До этого я был почти парализован от удивления и вел себя спокойно. Тем яростнее проявилась у меня сейчас злоба. Я орал, употребляя такие слова, каких, может быть, в жизни не произносил.
Лицо Михайи побагровело, руки его сжались в кулаки. Но он овладел собой быстрее меня и нажал кнопку лежащего на столе звонка. Спустя несколько секунд я услышал, как за моей спиной открылась дверь, и вошла молодая женщина, вероятно машинистка.

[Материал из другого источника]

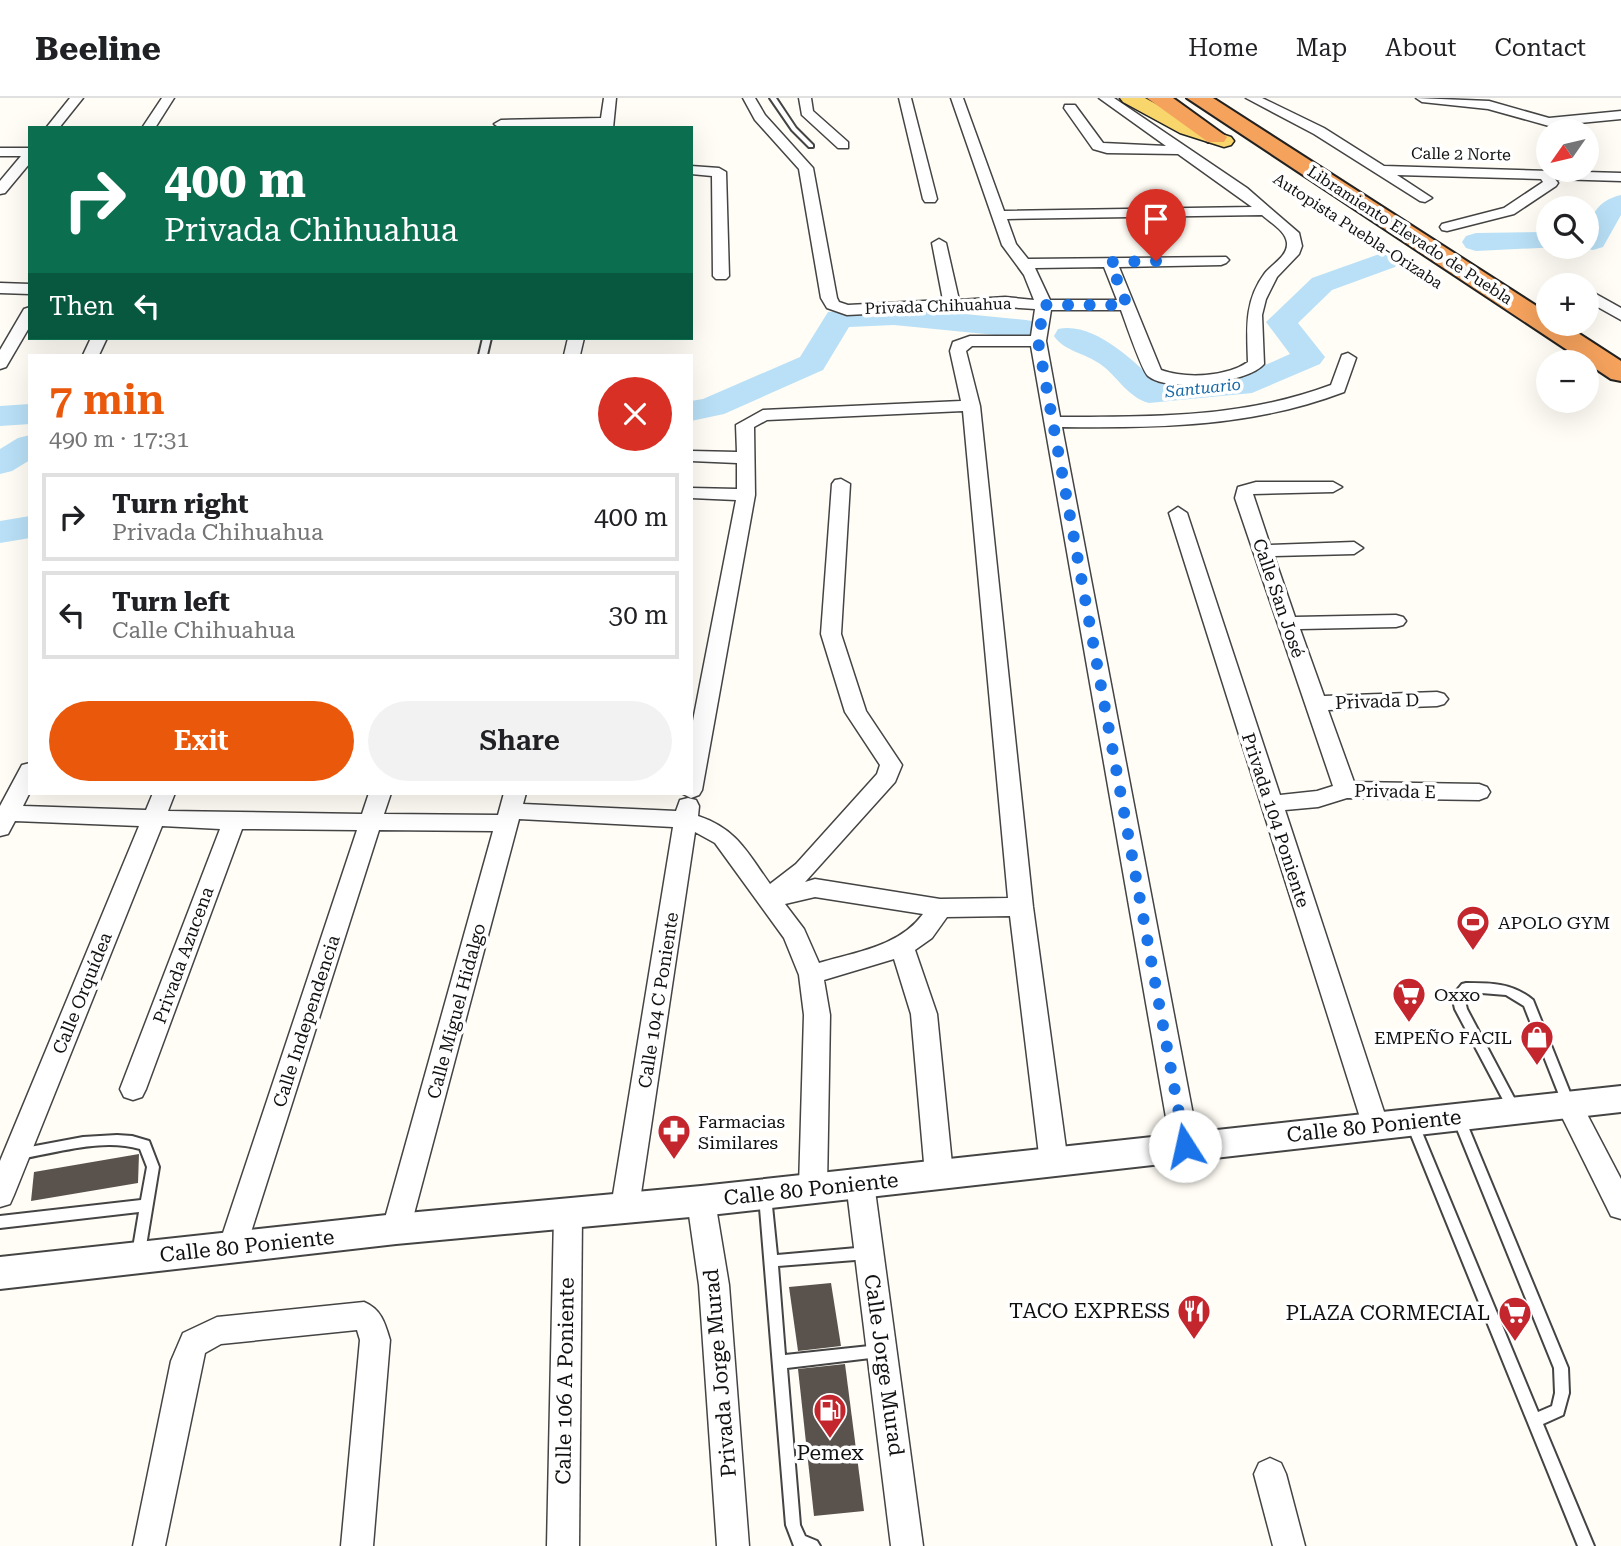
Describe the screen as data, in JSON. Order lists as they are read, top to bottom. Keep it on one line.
{"streets":{"highway":["Autopista Puebla-Orizaba","Libramiento Elevado de Puebla"],"street":["Calle 2 Norte","Privada Chihuahua","Calle San José","Privada D","Privada E","Privada 104 Poniente","Privada Azucena","Calle Orquídea","Calle 104 C Poniente","Calle Miguel Hidalgo","Calle Independencia","Calle 80 Poniente","Calle Jorge Murad","Privada Jorge Murad","Calle 106 A Poniente"]},"crossings":[["Calle San José","Privada D"],["Calle San José","Privada E"],["Privada E","Privada 104 Poniente"],["Privada 104 Poniente","Calle 80 Poniente"],["Calle 104 C Poniente","Calle 80 Poniente"],["Calle Miguel Hidalgo","Calle 80 Poniente"],["Calle Independencia","Calle 80 Poniente"],["Calle 80 Poniente","Calle Jorge Murad"],["Calle 80 Poniente","Privada Jorge Murad"],["Calle 80 Poniente","Calle 106 A Poniente"]],"water":["Santuario"],"places":{"sports":["APOLO GYM"],"supermarket":["Oxxo","PLAZA CORMECIAL"],"shop":["EMPEÑO FACIL"],"pharmacy":["Farmacias Similares"],"restaurant":["TACO EXPRESS"],"fuel station":["Pemex"]},"north":"bottom left","page":{"header":"Beeline","nav":["Home","Map","About","Contact"],"map_buttons":["+","−"],"turn":["400 m","Privada Chihuahua"],"then":"Then","heading":["7 min","490 m · 17:31"],"list":[{"name":"Turn right","note":"Privada Chihuahua","value":"400 m"},{"name":"Turn left","note":"Calle Chihuahua","value":"30 m"}],"buttons":["Exit","Share"]}}
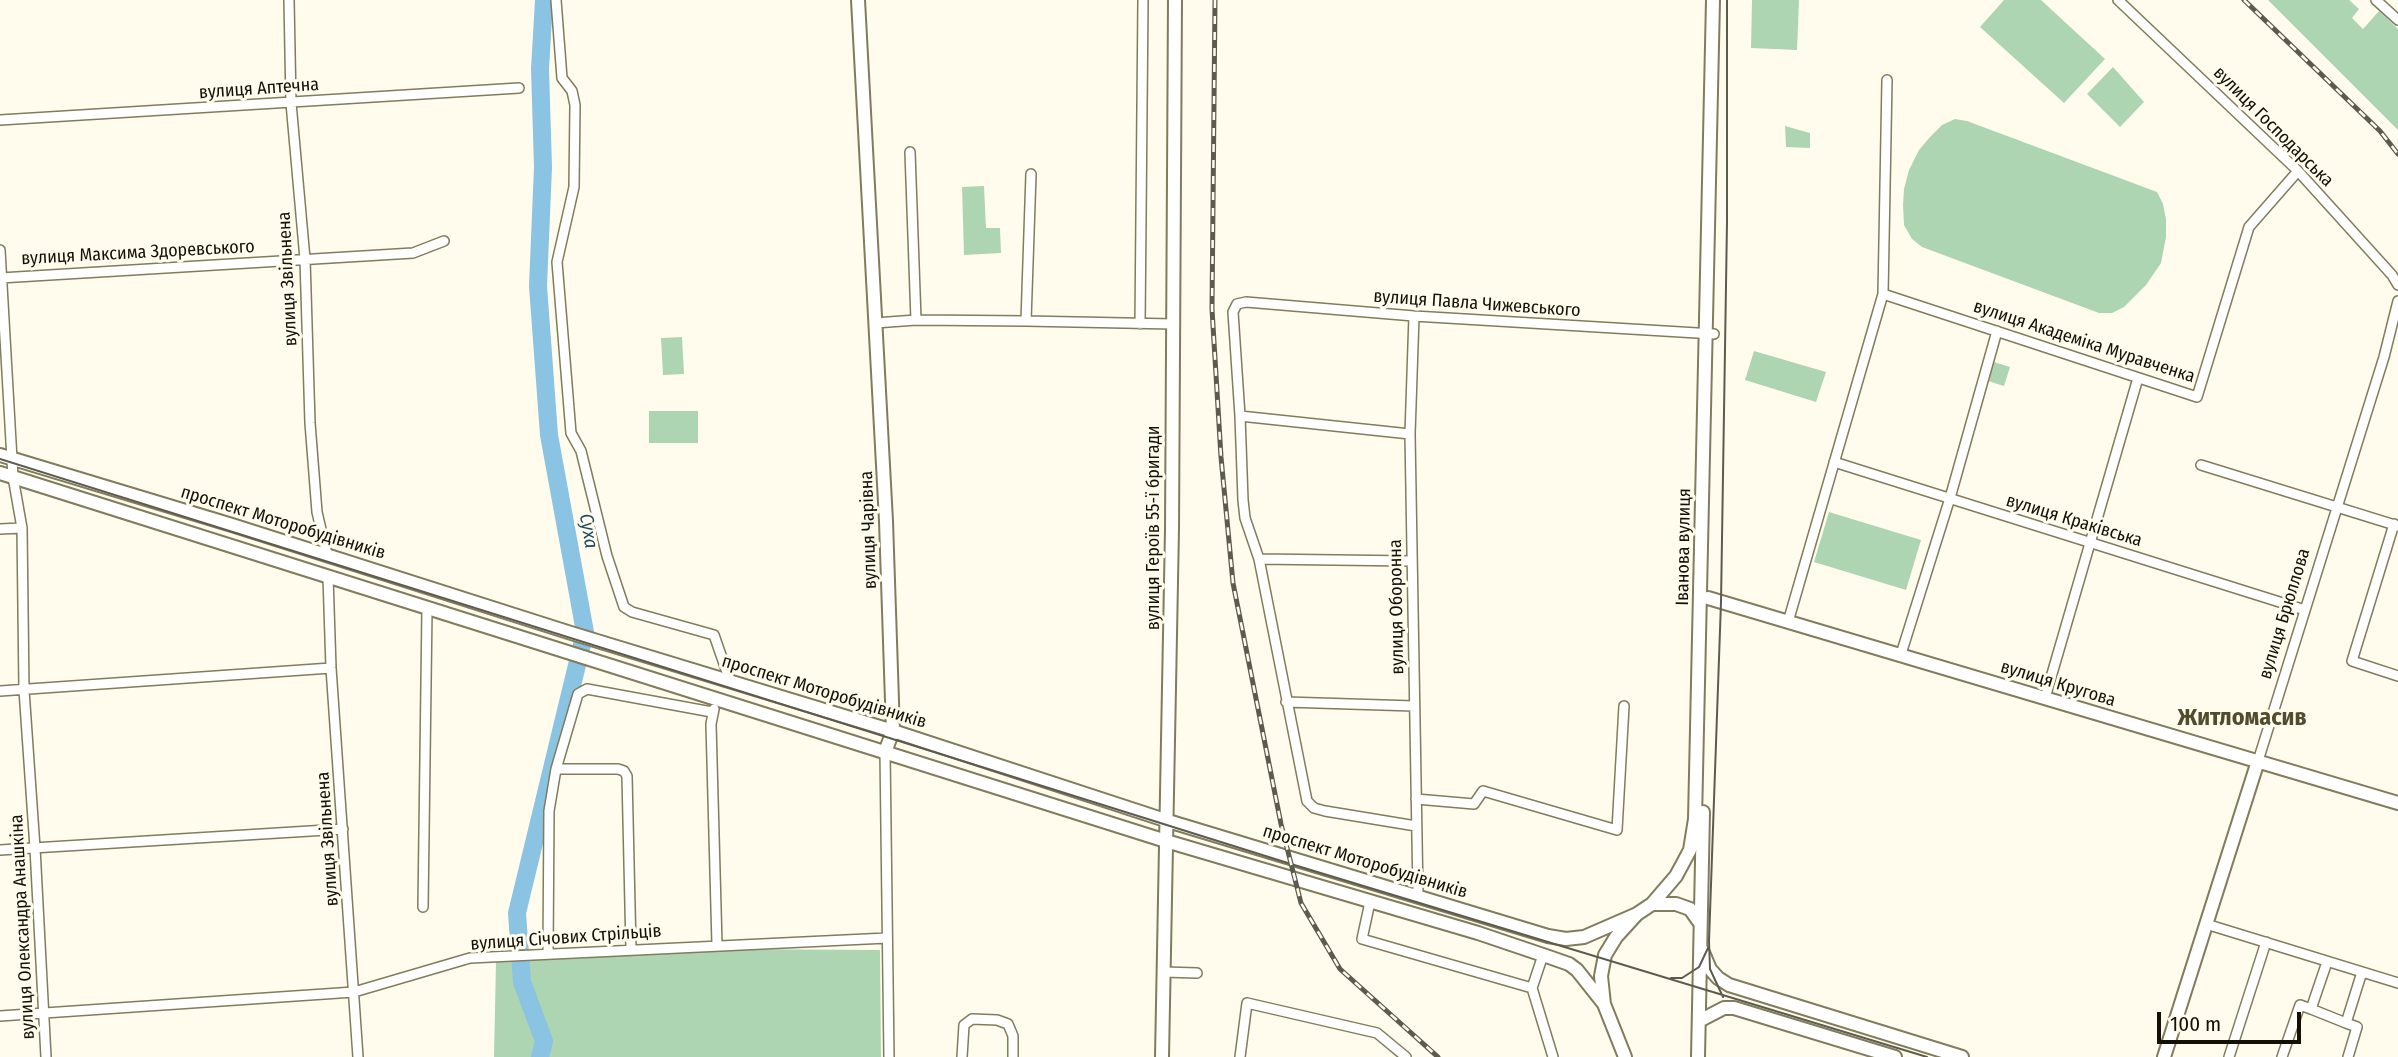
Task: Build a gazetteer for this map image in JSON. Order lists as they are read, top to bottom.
{
  "streets": {
    "main road": [
      "проспект Моторобудівників",
      "вулиця Героїв 55-ї бригади",
      "вулиця Чарівна",
      "Іванова вулиця",
      "вулиця Брюллова",
      "вулиця Кругова"
    ],
    "street": [
      "вулиця Аптечна",
      "вулиця Господарська",
      "вулиця Максима Здоревського",
      "вулиця Звільнена",
      "вулиця Павла Чижевського",
      "вулиця Академіка Муравченка",
      "вулиця Краківська",
      "вулиця Оборонна",
      "вулиця Олександра Анашкіна",
      "вулиця Січових Стрільців"
    ]
  },
  "crossings": [
    ["вулиця Аптечна", "вулиця Звільнена"],
    ["вулиця Господарська", "вулиця Академіка Муравченка"],
    ["вулиця Максима Здоревського", "вулиця Звільнена"],
    ["вулиця Максима Здоревського", "вулиця Олександра Анашкіна"],
    ["вулиця Звільнена", "проспект Моторобудівників"],
    ["вулиця Звільнена", "вулиця Січових Стрільців"],
    ["вулиця Павла Чижевського", "Іванова вулиця"],
    ["вулиця Павла Чижевського", "вулиця Оборонна"],
    ["вулиця Краківська", "вулиця Брюллова"],
    ["проспект Моторобудівників", "вулиця Героїв 55-ї бригади"],
    ["проспект Моторобудівників", "вулиця Чарівна"],
    ["проспект Моторобудівників", "Іванова вулиця"],
    ["проспект Моторобудівників", "вулиця Оборонна"],
    ["проспект Моторобудівників", "вулиця Олександра Анашкіна"],
    ["вулиця Чарівна", "вулиця Січових Стрільців"],
    ["Іванова вулиця", "вулиця Кругова"],
    ["вулиця Брюллова", "вулиця Кругова"],
    ["вулиця Олександра Анашкіна", "вулиця Січових Стрільців"]
  ],
  "districts": ["Житломасив"],
  "water": ["Суха"],
  "scale_bar": "100 m"
}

— Будьте добры, мадемуазель Вертеш, выпроводить господина Балинта…
Чтобы успокоиться, я влез на гору с двумя горбами. Теперь путь был короче, чем девятнадцать лет тому назад, когда на склонах этой горы русинская «армия» скрестила свои деревянные шпаги с венгерской, И деревня, которую я увидел со склона горы, и пересекающая деревню река были намного меньше, чем тогда. Я не дошел до вершины. Было слишком утомительно обходить то и дело преграждавшие путь сломанные или вырванные с корнем огромные деревья. Обходя один старый дуб, я по колени провалился в заполненную снегом воронку от гранаты.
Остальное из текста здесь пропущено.